TASK INSTRUCTIONS ▸
In the records, find each line where "span" occurs, and copy it.
BEGIN SUPPLIED MATERIAL
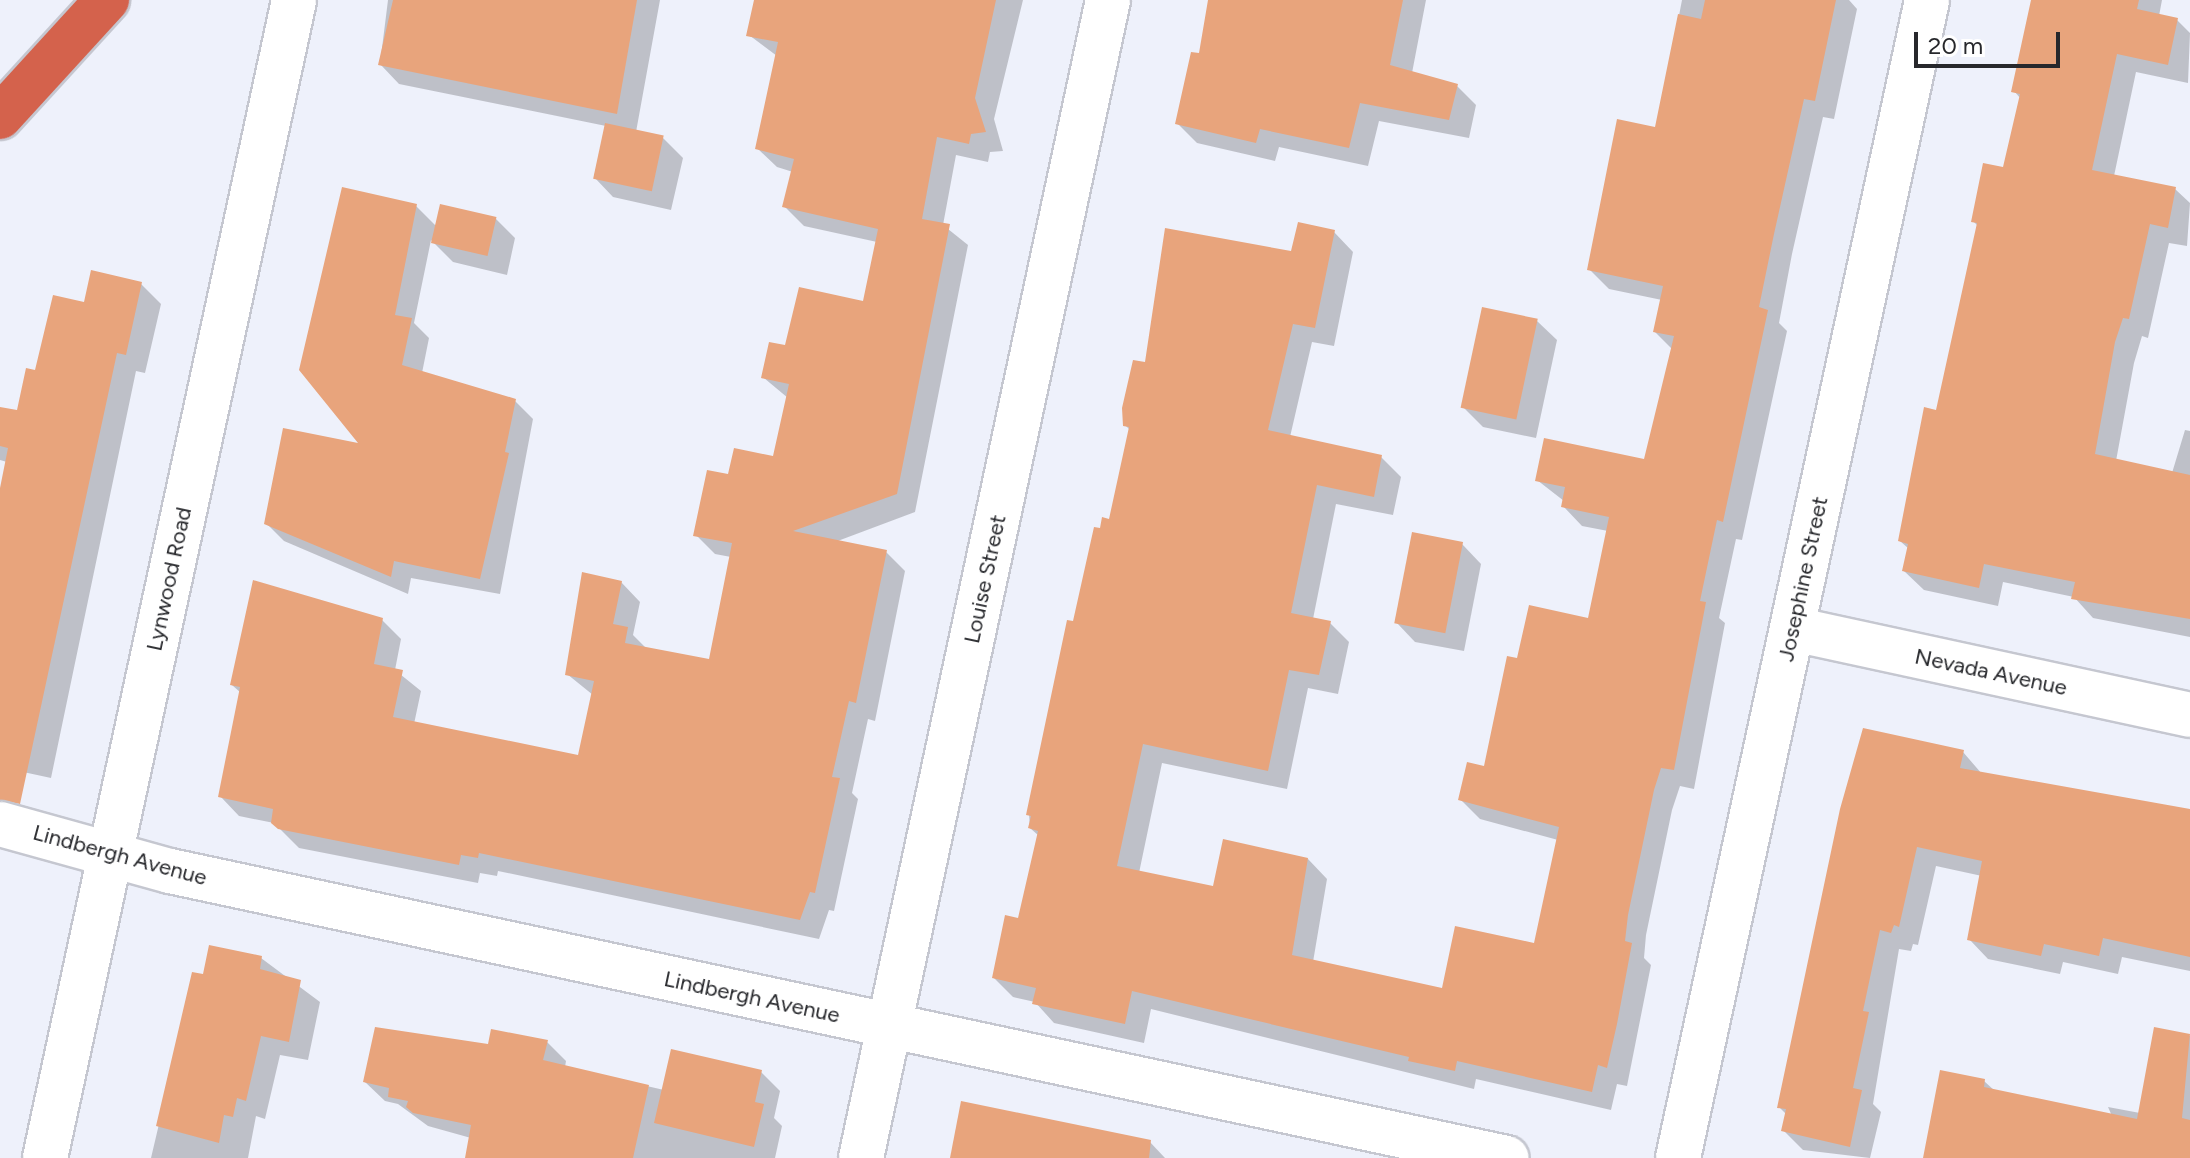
<!DOCTYPE html>
<style>
body{margin:0}
#map{position:relative;width:2190px;height:1158px;overflow:hidden;background:#eef1fb;font-family:Figtree,sans-serif}
div>[style]{position:absolute}
.shadow>*{inset:0;background:#0003}
.building>*{inset:0;background:#e8a47c;transform-origin:0 0}
.roads{filter:drop-shadow(2px 0 #c5c7d0) drop-shadow(-2px 0 #c5c7d0) drop-shadow(0 2px #c5c7d0) drop-shadow(0 -2px #c5c7d0)}
.minor>*{height:44px;margin:-22px;padding:0 22px;transform-origin:22px;border-radius:22px;background:#fff}
.highway>*{height:44px;margin:-22px;padding:0 22px;transform-origin:22px;border-radius:22px;background:#d4624c}
span{translate:-50% -50%;white-space:nowrap;text-align:center;line-height:1.15;-webkit-text-stroke:6px #fff;paint-order:stroke}
.street-label{font-size:22px;color:#27282c}
.scale{position:absolute;left:1914px;top:32px;width:146px;height:36px;box-sizing:border-box;border:4px solid #27282c;border-top:0;padding-left:10px;font-size:24px;line-height:28px;white-space:nowrap;color:#27282c;-webkit-text-stroke:6px #fff;paint-order:stroke}
</style>
<div id="map">
<div class="shadow">
<i style="clip-path:polygon(388px 0,660px 0,636px 132px,663px 138px,683px 158px,671px 210px,613px 197px,594px 177px,606px 126px,399px 84px,380px 64px)"></i>
<i style="clip-path:polygon(756px 0,1023px 0,994px 119px,1003px 151px,990px 152px,988px 162px,956px 155px,943px 225px,968px 245px,915px 512px,835px 542px,886px 552px,905px 571px,875px 721px,868px 719px,852px 793px,858px 799px,834px 911px,829px 910px,819px 939px,498px 871px,497px 876px,480px 873px,478px 883px,299px 848px,274px 823px,239px 816px,220px 796px,241px 693px,232px 685px,382px 620px,401px 639px,395px 670px,421px 691px,414px 724px,579px 757px,593px 695px,567px 674px,621px 582px,640px 602px,633px 635px,647px 649px,710px 661px,731px 557px,715px 554px,696px 535px,729px 476px,774px 459px,788px 398px,764px 378px,786px 347px,865px 304px,877px 242px,804px 226px,784px 206px,793px 172px,777px 167px,757px 148px,777px 56px,749px 35px)"></i>
<i style="clip-path:polygon(1216px 0,1426px 0,1412px 73px,1457px 86px,1476px 105px,1469px 138px,1379px 121px,1368px 166px,1279px 147px,1275px 161px,1197px 143px,1178px 124px)"></i>
<i style="clip-path:polygon(1682px 0,1849px 0,1857px 9px,1834px 119px,1823px 117px,1792px 254px,1779px 323px,1787px 331px,1742px 540px,1736px 539px,1719px 618px,1725px 623px,1694px 789px,1680px 786px,1672px 810px,1646px 935px,1644px 958px,1651px 965px,1627px 1086px,1617px 1084px,1611px 1110px,1476px 1079px,1474px 1089px,1151px 1009px,1144px 1043px,1054px 1023px,1035px 1002px,1013px 997px,994px 978px,1020px 920px,1039px 836px,1030px 828px,1029px 814px,1075px 624px,1102px 531px,1110px 521px,1130px 430px,1125px 425px,1147px 365px,1293px 254px,1334px 232px,1353px 252px,1334px 346px,1312px 342px,1290px 437px,1381px 457px,1401px 477px,1393px 515px,1336px 504px,1313px 619px,1330px 623px,1349px 642px,1338px 694px,1308px 688px,1287px 789px,1162px 763px,1139px 873px,1215px 888px,1308px 859px,1327px 879px,1313px 962px,1444px 991px,1535px 946px,1558px 840px,1480px 819px,1460px 799px,1486px 768px,1519px 661px,1590px 620px,1608px 531px,1582px 526px,1563px 506px,1564px 501px,1537px 480px,1645px 461px,1673px 350px,1655px 332px,1662px 300px,1609px 289px,1589px 269px,1657px 129px)"></i>
<i style="clip-path:polygon(2054px 0,2162px 0,2159px 16px,2177px 20px,2190px 33px,2188px 83px,2136px 72px,2114px 176px,2175px 189px,2190px 203px,2187px 246px,2169px 243px,2148px 338px,2142px 336px,2134px 363px,2116px 461px,2172px 473px,2185px 430px,2190px 431px,2190px 637px,2093px 618px,2074px 597px,2003px 582px,1998px 606px,1924px 590px,1904px 571px,1909px 549px,1900px 541px,1938px 412px,1978px 226px,1973px 221px,2005px 170px,2021px 99px,2014px 91px)"></i>
<i style="clip-path:polygon(416px 206px,437px 227px,496px 219px,515px 238px,507px 275px,453px 262px,431px 240px,414px 323px,429px 338px,422px 373px,515px 401px,533px 419px,500px 594px,411px 578px,408px 594px,284px 541px,266px 523px,363px 446px)"></i>
<i style="clip-path:polygon(141px 284px,161px 304px,145px 373px,136px 371px,51px 778px,0 767px,0 497px,7px 462px,0 460px,0 409px,18px 412px,37px 372px,85px 305px)"></i>
<i style="clip-path:polygon(1537px 321px,1557px 340px,1536px 438px,1483px 427px,1463px 407px)"></i>
<i style="clip-path:polygon(1462px 544px,1481px 564px,1464px 651px,1415px 642px,1396px 622px)"></i>
<i style="clip-path:polygon(1963px 752px,1982px 774px,2190px 813px,2190px 971px,2122px 957px,2118px 974px,2063px 962px,2060px 974px,1988px 959px,1969px 939px,1982px 876px,1936px 866px,1918px 945px,1913px 944px,1911px 951px,1899px 949px,1873px 1104px,1881px 1112px,1870px 1158px,1803px 1150px,1784px 1131px,1787px 1115px,1779px 1107px)"></i>
<i style="clip-path:polygon(261px 958px,320px 1002px,308px 1060px,280px 1055px,265px 1119px,256px 1116px,248px 1158px,151px 1158px,194px 975px,204px 977px)"></i>
<i style="clip-path:polygon(2156px 1030px,2190px 1036px,2190px 1158px,1925px 1158px,1984px 1081px,1995px 1091px,2112px 1116px,2108px 1107px,2140px 1113px)"></i>
<i style="clip-path:polygon(547px 1042px,566px 1061px,565px 1067px,664px 1090px,761px 1072px,780px 1091px,774px 1118px,782px 1126px,775px 1158px,472px 1158px,471px 1138px,428px 1126px,398px 1104px,385px 1101px,365px 1082px,490px 1046px)"></i>
<i style="clip-path:polygon(1149px 1141px,1165px 1158px,951px 1158px)"></i>
</div>
<div class="building">
<i style="clip-path:polygon(393px 0,637px 0,617px 114px,378px 65px)"></i>
<i style="clip-path:polygon(754px 0,996px 0,975px 98px,986px 132px,971px 134px,969px 144px,937px 137px,922px 219px,950px 224px,897px 494px,793px 531px,887px 550px,856px 703px,849px 701px,832px 777px,840px 778px,815px 893px,810px 892px,800px 920px,479px 853px,478px 858px,461px 855px,459px 865px,278px 829px,271px 823px,273px 809px,218px 797px,240px 687px,230px 685px,253px 580px,383px 618px,374px 664px,403px 670px,393px 717px,578px 755px,594px 681px,565px 675px,582px 572px,622px 581px,613px 624px,628px 627px,625px 643px,709px 659px,732px 543px,693px 536px,707px 470px,728px 474px,734px 448px,773px 456px,789px 384px,761px 378px,769px 342px,785px 345px,799px 287px,863px 301px,878px 229px,782px 207px,794px 159px,755px 149px,778px 42px,746px 36px)"></i>
<i style="clip-path:polygon(1208px 0,1403px 0,1390px 65px,1458px 84px,1449px 120px,1360px 103px,1349px 148px,1260px 129px,1256px 143px,1175px 124px,1191px 52px,1199px 53px)"></i>
<i style="clip-path:polygon(1705px 0,1836px 0,1815px 101px,1804px 99px,1774px 234px,1759px 307px,1768px 310px,1723px 522px,1717px 520px,1700px 601px,1706px 602px,1674px 770px,1661px 768px,1654px 790px,1628px 915px,1625px 941px,1632px 943px,1617px 1024px,1607px 1068px,1598px 1065px,1592px 1092px,1457px 1061px,1455px 1071px,1408px 1061px,1409px 1057px,1132px 991px,1125px 1024px,1032px 1004px,1036px 988px,992px 978px,1005px 915px,1018px 918px,1038px 831px,1028px 828px,1031px 816px,1026px 815px,1067px 620px,1073px 621px,1094px 527px,1100px 528px,1102px 517px,1109px 519px,1129px 427px,1123px 426px,1122px 408px,1133px 360px,1145px 362px,1165px 228px,1291px 251px,1298px 222px,1335px 230px,1315px 328px,1293px 324px,1268px 430px,1382px 455px,1374px 497px,1317px 485px,1291px 613px,1331px 621px,1319px 675px,1289px 670px,1268px 771px,1143px 744px,1117px 866px,1213px 886px,1223px 839px,1308px 858px,1292px 955px,1442px 988px,1455px 926px,1534px 943px,1559px 827px,1458px 800px,1467px 762px,1484px 766px,1507px 656px,1517px 658px,1529px 605px,1588px 618px,1609px 517px,1561px 507px,1565px 487px,1535px 481px,1544px 438px,1644px 459px,1674px 336px,1653px 332px,1663px 286px,1587px 270px,1617px 119px,1655px 127px,1678px 14px,1701px 19px)"></i>
<i style="clip-path:polygon(2031px 0,2139px 0,2137px 9px,2178px 18px,2168px 65px,2117px 54px,2092px 170px,2176px 187px,2168px 228px,2150px 224px,2129px 319px,2123px 318px,2115px 342px,2095px 454px,2190px 475px,2190px 619px,2071px 599px,2075px 582px,1984px 564px,1979px 588px,1902px 571px,1908px 544px,1898px 541px,1924px 407px,1936px 410px,1977px 223px,1971px 222px,1983px 163px,2003px 167px,2020px 94px,2011px 92px)"></i>
<i style="left:605px;top:123px;width:60px;height:57px;rotate:12deg"></i>
<i style="clip-path:polygon(342px 187px,417px 204px,395px 315px,412px 318px,402px 365px,516px 399px,505px 452px,509px 453px,480px 579px,394px 561px,391px 577px,264px 524px,283px 428px,358px 443px,299px 370px)"></i>
<i style="left:440px;top:204px;width:58px;height:40px;rotate:13deg"></i>
<i style="clip-path:polygon(91px 270px,142px 282px,126px 355px,117px 353px,20px 804px,0 800px,0 488px,8px 448px,0 446px,0 407px,17px 410px,26px 368px,35px 370px,53px 295px,84px 302px)"></i>
<i style="left:1482px;top:307px;width:57px;height:103px;rotate:12deg"></i>
<i style="left:1412px;top:532px;width:52px;height:93px;rotate:11deg"></i>
<i style="clip-path:polygon(1863px 728px,1964px 750px,1960px 768px,2190px 809px,2190px 957px,2103px 938px,2099px 956px,2044px 944px,2041px 956px,1967px 940px,1982px 861px,1917px 847px,1899px 927px,1894px 925px,1891px 933px,1880px 930px,1863px 1011px,1869px 1012px,1853px 1088px,1862px 1090px,1850px 1147px,1781px 1131px,1786px 1109px,1777px 1108px,1840px 809px)"></i>
<i style="clip-path:polygon(209px 945px,262px 956px,260px 969px,301px 980px,289px 1042px,261px 1036px,246px 1101px,237px 1098px,233px 1117px,224px 1115px,219px 1143px,156px 1126px,192px 972px,203px 974px)"></i>
<i style="clip-path:polygon(375px 1027px,488px 1044px,491px 1029px,548px 1040px,543px 1060px,649px 1085px,633px 1158px,465px 1158px,471px 1125px,413px 1113px,406px 1107px,408px 1101px,388px 1097px,389px 1088px,363px 1082px)"></i>
<i style="clip-path:polygon(2154px 1027px,2190px 1034px,2182px 1118px,2190px 1120px,2190px 1158px,1923px 1158px,1940px 1070px,1985px 1079px,1984px 1087px,2137px 1119px)"></i>
<i style="clip-path:polygon(671px 1049px,762px 1070px,755px 1102px,764px 1104px,754px 1147px,654px 1123px)"></i>
<i style="clip-path:polygon(961px 1101px,1151px 1140px,1149px 1158px,950px 1158px)"></i>
</div>
<div class="roads">
<div class="minor">
<i style="left:1793px;top:629px;width:406px;rotate:12.2deg"></i>
<i style="left:0;top:824px;width:176px;rotate:15.5deg"></i>
<i style="left:170px;top:871px;width:1367px;rotate:12.12deg"></i>
<i style="left:45px;top:1158px;width:1184px;rotate:-77.86deg"></i>
<i style="left:861px;top:1158px;width:1184px;rotate:-77.96deg"></i>
<i style="left:1678px;top:1158px;width:1184px;rotate:-77.86deg"></i>
</div>
<div class="highway">
<i style="left:0;top:117px;width:159px;rotate:-47.6deg"></i>
</div>
</div>
<div class="street-label">
<span style="left:169px;top:579px;rotate:-78deg">Lynwood Road</span>
<span style="left:985px;top:579px;rotate:-78deg">Louise Street</span>
<span style="left:1803px;top:579px;rotate:-78deg">Josephine Street</span>
<span style="left:1991px;top:672px;rotate:12deg">Nevada Avenue</span>
<span style="left:120px;top:855px;rotate:15deg">Lindbergh Avenue</span>
<span style="left:752px;top:997px;rotate:12deg">Lindbergh Avenue</span>
</div>
<div class="scale">20 m</div>
</div>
END SUPPLIED MATERIAL
TASK OUTPUT ▸
span{translate:-50% -50%;white-space:nowrap;text-align:center;line-height:1.15;-webkit-text-stroke:6px #fff;paint-order:stroke}
<span style="left:169px;top:579px;rotate:-78deg">Lynwood Road</span>
<span style="left:985px;top:579px;rotate:-78deg">Louise Street</span>
<span style="left:1803px;top:579px;rotate:-78deg">Josephine Street</span>
<span style="left:1991px;top:672px;rotate:12deg">Nevada Avenue</span>
<span style="left:120px;top:855px;rotate:15deg">Lindbergh Avenue</span>
<span style="left:752px;top:997px;rotate:12deg">Lindbergh Avenue</span>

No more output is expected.